START Materials provided
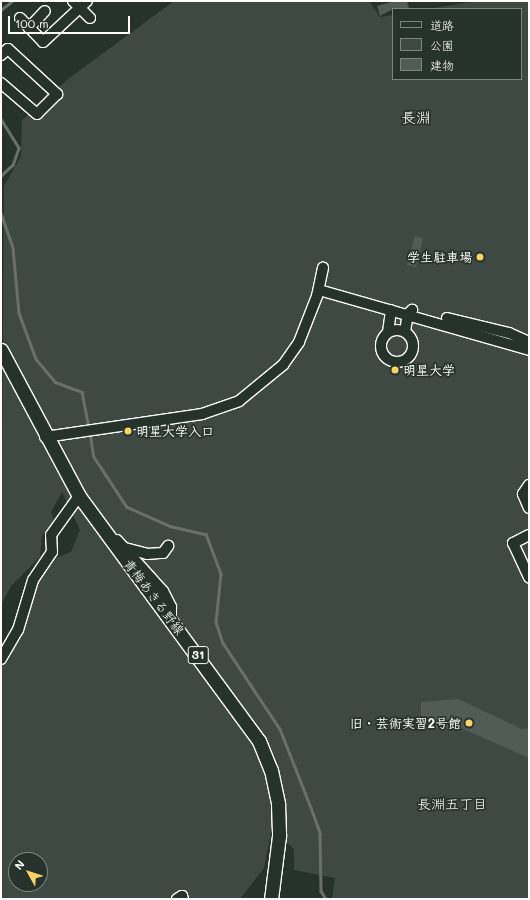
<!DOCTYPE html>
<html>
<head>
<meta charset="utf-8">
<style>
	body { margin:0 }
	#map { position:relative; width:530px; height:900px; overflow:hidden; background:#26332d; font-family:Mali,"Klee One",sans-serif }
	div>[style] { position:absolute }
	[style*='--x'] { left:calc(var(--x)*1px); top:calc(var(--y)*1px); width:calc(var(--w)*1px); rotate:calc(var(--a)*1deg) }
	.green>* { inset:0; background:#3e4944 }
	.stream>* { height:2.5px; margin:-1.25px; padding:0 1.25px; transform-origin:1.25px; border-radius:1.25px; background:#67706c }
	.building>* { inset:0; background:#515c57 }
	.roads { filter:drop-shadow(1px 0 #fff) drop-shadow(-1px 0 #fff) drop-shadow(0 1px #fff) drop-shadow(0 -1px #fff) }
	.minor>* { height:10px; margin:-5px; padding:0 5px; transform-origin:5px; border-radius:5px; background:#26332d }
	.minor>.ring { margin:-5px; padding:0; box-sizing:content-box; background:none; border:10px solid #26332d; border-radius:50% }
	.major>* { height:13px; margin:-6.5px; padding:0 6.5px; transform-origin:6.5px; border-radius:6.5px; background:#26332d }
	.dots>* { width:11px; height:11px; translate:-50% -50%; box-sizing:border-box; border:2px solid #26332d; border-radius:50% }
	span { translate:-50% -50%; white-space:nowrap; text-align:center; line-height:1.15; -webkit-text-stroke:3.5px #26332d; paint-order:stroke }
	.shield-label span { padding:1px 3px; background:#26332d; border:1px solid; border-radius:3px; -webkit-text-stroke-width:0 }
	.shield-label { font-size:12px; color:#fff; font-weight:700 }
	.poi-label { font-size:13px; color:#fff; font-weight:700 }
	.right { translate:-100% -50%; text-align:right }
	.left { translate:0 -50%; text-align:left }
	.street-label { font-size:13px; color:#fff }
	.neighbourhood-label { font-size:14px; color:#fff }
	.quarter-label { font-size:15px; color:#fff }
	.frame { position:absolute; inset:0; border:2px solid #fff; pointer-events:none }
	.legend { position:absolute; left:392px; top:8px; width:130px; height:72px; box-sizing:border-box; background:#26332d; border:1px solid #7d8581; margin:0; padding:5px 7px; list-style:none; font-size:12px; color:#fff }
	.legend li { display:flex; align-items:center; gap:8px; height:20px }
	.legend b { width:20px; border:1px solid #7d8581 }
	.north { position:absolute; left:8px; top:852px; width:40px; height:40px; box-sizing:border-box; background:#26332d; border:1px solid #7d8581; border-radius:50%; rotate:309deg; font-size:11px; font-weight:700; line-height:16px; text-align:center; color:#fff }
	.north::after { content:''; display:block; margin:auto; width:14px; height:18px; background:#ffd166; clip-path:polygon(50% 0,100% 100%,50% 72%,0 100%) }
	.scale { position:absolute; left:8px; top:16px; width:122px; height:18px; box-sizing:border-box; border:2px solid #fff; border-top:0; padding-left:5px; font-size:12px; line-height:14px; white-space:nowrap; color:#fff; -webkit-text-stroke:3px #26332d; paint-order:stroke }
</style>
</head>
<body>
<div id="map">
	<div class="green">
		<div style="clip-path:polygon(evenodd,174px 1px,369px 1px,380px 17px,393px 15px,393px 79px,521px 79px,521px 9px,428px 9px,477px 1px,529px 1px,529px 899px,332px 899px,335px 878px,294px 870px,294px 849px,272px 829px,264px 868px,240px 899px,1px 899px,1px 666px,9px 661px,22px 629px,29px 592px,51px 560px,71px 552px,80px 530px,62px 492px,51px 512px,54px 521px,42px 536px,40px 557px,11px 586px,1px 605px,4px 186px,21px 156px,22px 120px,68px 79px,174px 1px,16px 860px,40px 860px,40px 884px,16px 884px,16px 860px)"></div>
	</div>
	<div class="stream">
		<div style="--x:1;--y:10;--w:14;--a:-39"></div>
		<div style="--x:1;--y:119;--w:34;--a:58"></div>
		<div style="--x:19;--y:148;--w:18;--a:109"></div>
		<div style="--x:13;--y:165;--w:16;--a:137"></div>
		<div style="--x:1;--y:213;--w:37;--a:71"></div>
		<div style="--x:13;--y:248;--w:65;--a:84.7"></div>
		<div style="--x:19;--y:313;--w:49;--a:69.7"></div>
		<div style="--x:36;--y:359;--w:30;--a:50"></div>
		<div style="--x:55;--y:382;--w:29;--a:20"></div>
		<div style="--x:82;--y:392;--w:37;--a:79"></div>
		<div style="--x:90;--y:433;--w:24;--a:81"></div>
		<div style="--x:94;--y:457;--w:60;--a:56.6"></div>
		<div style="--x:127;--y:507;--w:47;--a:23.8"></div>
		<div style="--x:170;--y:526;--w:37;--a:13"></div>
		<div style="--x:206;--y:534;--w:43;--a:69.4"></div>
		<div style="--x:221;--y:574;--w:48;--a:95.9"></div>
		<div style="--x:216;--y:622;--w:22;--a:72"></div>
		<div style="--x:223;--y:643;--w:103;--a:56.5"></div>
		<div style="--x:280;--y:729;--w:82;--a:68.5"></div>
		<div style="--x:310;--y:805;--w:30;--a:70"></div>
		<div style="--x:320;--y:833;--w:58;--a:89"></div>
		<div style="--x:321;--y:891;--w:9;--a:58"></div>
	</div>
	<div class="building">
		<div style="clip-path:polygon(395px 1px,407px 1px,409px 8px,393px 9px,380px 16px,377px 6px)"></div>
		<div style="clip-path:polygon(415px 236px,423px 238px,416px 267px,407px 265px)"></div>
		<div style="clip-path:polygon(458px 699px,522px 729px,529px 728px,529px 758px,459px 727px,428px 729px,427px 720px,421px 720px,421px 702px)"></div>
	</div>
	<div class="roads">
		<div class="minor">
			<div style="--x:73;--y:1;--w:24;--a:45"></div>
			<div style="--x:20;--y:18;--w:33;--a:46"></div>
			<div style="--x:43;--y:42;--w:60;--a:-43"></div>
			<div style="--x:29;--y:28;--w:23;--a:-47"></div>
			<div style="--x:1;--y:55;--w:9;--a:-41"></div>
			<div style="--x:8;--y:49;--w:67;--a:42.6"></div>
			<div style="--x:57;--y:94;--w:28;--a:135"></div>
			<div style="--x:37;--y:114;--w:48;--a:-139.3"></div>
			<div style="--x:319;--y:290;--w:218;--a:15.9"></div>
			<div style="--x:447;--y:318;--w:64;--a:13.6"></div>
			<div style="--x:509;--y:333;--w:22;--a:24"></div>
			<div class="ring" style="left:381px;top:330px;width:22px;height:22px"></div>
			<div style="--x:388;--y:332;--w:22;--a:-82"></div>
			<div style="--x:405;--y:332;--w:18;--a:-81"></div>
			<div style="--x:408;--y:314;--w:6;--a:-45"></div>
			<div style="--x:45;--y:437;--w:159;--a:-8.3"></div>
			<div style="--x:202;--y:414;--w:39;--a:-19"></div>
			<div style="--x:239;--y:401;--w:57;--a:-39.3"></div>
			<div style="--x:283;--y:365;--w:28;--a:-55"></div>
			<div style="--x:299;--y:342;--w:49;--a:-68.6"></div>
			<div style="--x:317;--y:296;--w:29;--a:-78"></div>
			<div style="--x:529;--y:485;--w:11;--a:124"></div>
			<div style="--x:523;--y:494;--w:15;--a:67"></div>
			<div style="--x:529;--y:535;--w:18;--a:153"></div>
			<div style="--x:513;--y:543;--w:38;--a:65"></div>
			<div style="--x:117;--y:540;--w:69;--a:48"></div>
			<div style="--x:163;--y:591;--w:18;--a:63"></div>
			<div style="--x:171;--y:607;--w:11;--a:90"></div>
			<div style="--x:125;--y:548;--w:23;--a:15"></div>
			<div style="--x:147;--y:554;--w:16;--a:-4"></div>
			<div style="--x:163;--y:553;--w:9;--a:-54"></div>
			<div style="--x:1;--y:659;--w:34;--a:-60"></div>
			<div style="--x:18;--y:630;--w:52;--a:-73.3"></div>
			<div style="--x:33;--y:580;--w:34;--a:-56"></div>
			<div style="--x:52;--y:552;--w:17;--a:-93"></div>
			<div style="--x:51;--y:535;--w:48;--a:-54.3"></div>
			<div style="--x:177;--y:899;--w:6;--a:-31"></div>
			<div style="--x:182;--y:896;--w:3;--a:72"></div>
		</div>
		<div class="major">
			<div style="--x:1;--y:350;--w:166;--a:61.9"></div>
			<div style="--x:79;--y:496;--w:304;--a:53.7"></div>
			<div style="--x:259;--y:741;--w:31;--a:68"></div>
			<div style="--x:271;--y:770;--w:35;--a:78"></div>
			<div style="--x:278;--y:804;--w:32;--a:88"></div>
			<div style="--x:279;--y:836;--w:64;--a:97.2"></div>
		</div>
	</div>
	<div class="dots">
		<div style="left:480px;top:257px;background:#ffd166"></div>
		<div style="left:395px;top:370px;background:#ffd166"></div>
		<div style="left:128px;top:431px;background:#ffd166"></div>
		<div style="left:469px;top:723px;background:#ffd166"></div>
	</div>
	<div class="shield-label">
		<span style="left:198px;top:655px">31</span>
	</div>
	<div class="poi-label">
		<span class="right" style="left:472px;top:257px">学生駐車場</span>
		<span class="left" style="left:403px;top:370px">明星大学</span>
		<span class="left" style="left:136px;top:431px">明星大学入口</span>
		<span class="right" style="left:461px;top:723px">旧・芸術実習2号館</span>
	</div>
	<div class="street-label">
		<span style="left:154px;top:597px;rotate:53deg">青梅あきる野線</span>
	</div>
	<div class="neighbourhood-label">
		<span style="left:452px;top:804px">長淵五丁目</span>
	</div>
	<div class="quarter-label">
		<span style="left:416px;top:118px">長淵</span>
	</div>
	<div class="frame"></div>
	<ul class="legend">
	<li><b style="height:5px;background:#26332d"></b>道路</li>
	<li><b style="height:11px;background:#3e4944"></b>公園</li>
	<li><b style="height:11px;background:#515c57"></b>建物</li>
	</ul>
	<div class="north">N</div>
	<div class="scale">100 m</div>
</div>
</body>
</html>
END Materials provided
START Materials provided
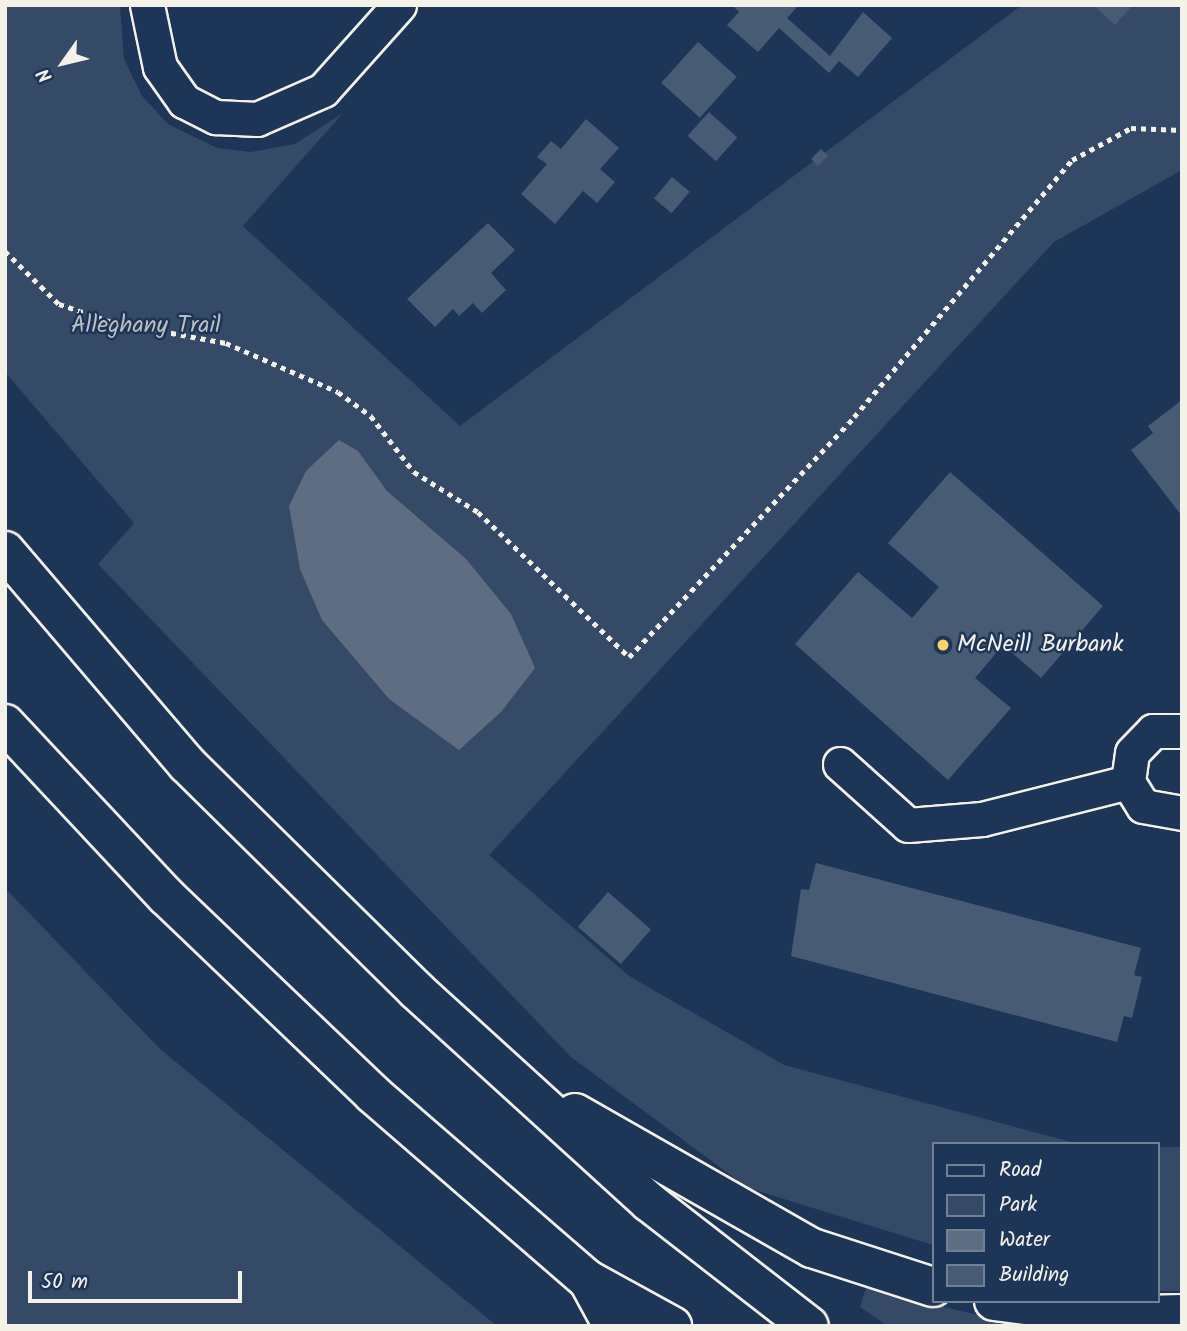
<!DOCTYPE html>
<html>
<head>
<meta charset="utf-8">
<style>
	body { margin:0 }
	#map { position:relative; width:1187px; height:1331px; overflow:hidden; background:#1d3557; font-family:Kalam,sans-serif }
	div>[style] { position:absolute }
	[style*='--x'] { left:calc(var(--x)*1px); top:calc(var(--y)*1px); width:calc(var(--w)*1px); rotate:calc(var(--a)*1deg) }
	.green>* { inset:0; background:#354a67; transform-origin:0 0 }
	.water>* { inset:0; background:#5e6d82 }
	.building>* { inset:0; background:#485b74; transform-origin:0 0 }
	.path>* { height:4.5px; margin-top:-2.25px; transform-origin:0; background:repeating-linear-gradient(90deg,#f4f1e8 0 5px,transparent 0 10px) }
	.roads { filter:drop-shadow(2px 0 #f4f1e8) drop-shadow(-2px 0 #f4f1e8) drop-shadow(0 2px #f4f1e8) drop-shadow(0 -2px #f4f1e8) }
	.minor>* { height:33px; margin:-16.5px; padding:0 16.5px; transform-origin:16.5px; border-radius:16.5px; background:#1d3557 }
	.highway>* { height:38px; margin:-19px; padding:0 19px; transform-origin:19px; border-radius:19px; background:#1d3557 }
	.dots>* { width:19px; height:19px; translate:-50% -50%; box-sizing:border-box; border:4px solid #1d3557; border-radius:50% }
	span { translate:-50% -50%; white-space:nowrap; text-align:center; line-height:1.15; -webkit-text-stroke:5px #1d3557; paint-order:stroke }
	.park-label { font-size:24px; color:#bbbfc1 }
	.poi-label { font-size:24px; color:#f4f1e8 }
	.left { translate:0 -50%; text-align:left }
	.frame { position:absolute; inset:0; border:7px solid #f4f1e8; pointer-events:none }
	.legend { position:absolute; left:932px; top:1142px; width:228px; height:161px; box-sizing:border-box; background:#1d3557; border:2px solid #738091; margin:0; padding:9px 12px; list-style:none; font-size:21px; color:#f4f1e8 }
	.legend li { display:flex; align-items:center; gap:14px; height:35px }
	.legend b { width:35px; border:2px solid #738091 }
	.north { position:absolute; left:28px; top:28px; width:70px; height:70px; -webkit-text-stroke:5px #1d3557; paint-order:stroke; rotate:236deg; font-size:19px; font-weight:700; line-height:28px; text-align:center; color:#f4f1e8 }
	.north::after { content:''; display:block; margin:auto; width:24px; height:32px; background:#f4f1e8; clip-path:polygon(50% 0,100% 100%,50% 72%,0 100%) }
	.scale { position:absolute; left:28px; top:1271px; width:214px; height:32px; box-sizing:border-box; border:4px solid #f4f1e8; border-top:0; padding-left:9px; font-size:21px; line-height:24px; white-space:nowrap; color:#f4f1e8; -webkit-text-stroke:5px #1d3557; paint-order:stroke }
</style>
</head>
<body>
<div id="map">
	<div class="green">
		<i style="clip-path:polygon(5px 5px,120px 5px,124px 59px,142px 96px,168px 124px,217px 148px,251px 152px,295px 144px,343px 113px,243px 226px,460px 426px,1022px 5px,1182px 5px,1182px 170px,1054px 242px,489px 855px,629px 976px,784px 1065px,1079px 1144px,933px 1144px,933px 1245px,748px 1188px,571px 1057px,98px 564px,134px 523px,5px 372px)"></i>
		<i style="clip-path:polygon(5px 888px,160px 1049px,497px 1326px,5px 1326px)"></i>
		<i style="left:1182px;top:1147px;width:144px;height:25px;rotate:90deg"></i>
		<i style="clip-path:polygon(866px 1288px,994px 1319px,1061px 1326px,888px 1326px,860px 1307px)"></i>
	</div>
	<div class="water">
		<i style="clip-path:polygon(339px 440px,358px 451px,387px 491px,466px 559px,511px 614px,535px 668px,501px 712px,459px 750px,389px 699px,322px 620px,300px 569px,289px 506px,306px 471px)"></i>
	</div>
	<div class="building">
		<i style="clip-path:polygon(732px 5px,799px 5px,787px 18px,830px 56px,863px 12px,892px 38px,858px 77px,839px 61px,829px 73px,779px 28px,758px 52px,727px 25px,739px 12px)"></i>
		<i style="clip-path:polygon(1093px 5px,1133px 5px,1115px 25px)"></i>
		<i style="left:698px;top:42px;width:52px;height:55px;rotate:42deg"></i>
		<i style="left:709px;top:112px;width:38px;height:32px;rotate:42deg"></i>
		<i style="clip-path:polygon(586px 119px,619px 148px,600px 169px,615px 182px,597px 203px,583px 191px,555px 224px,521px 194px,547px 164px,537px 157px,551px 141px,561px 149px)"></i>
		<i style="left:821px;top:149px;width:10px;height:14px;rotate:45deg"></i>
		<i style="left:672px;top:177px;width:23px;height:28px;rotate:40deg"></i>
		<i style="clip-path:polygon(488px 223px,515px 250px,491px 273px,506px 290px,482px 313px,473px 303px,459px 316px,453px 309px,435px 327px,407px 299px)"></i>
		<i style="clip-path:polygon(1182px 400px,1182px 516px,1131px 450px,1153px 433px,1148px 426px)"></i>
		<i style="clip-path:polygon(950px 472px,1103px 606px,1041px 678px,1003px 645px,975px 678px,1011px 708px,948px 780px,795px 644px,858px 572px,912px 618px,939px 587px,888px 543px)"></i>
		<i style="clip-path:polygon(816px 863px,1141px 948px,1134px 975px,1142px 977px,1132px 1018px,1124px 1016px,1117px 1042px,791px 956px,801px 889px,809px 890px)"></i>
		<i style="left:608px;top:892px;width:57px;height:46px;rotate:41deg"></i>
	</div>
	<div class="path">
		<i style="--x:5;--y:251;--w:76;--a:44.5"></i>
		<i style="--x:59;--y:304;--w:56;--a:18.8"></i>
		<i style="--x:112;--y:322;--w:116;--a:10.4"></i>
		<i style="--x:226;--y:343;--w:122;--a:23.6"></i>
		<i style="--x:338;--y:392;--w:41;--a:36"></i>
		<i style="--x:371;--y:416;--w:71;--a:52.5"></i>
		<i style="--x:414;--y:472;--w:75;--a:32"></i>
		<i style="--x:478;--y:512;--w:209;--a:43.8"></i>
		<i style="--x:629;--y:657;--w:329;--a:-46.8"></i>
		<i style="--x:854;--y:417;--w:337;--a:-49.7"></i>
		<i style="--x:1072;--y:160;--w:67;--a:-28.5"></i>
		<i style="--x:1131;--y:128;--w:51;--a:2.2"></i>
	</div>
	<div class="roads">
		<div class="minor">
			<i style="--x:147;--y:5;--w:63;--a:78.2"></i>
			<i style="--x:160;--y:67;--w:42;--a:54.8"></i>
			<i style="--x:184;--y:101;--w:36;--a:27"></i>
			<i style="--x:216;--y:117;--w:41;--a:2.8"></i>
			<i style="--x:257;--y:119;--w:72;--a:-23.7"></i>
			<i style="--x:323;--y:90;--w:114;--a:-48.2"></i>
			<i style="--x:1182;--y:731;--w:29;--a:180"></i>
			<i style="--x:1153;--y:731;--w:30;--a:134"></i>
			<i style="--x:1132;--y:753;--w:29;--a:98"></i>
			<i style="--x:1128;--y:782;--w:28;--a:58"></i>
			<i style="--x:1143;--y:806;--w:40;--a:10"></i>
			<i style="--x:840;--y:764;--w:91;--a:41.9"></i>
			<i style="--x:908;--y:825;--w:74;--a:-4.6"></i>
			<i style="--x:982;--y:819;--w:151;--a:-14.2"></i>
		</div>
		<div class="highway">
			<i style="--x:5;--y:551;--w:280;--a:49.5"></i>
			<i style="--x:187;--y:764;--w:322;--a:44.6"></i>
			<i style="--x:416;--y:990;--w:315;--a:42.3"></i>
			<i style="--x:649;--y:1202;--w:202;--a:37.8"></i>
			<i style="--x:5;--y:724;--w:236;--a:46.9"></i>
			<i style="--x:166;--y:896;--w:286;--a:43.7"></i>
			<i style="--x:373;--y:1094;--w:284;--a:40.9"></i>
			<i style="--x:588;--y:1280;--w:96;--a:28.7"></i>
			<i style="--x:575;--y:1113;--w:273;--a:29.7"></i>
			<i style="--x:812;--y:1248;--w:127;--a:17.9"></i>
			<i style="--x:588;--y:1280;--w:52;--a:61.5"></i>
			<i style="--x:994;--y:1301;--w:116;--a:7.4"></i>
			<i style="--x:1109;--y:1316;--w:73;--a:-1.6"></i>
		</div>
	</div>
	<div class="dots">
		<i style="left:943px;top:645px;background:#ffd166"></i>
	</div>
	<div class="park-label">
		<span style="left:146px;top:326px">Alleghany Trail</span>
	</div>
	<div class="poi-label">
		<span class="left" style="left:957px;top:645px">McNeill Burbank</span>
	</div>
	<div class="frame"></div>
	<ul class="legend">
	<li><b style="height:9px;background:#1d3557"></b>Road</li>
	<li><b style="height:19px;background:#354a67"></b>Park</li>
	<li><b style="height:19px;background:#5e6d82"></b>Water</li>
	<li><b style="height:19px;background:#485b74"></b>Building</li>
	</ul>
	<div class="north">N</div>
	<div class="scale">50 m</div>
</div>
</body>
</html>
END Materials provided
- Work task
Search the listing for the word "hidden" and return each line that holds it.

- Output of the task
	#map { position:relative; width:530px; height:900px; overflow:hidden; background:#26332d; font-family:Mali,"Klee One",sans-serif }
	#map { position:relative; width:1187px; height:1331px; overflow:hidden; background:#1d3557; font-family:Kalam,sans-serif }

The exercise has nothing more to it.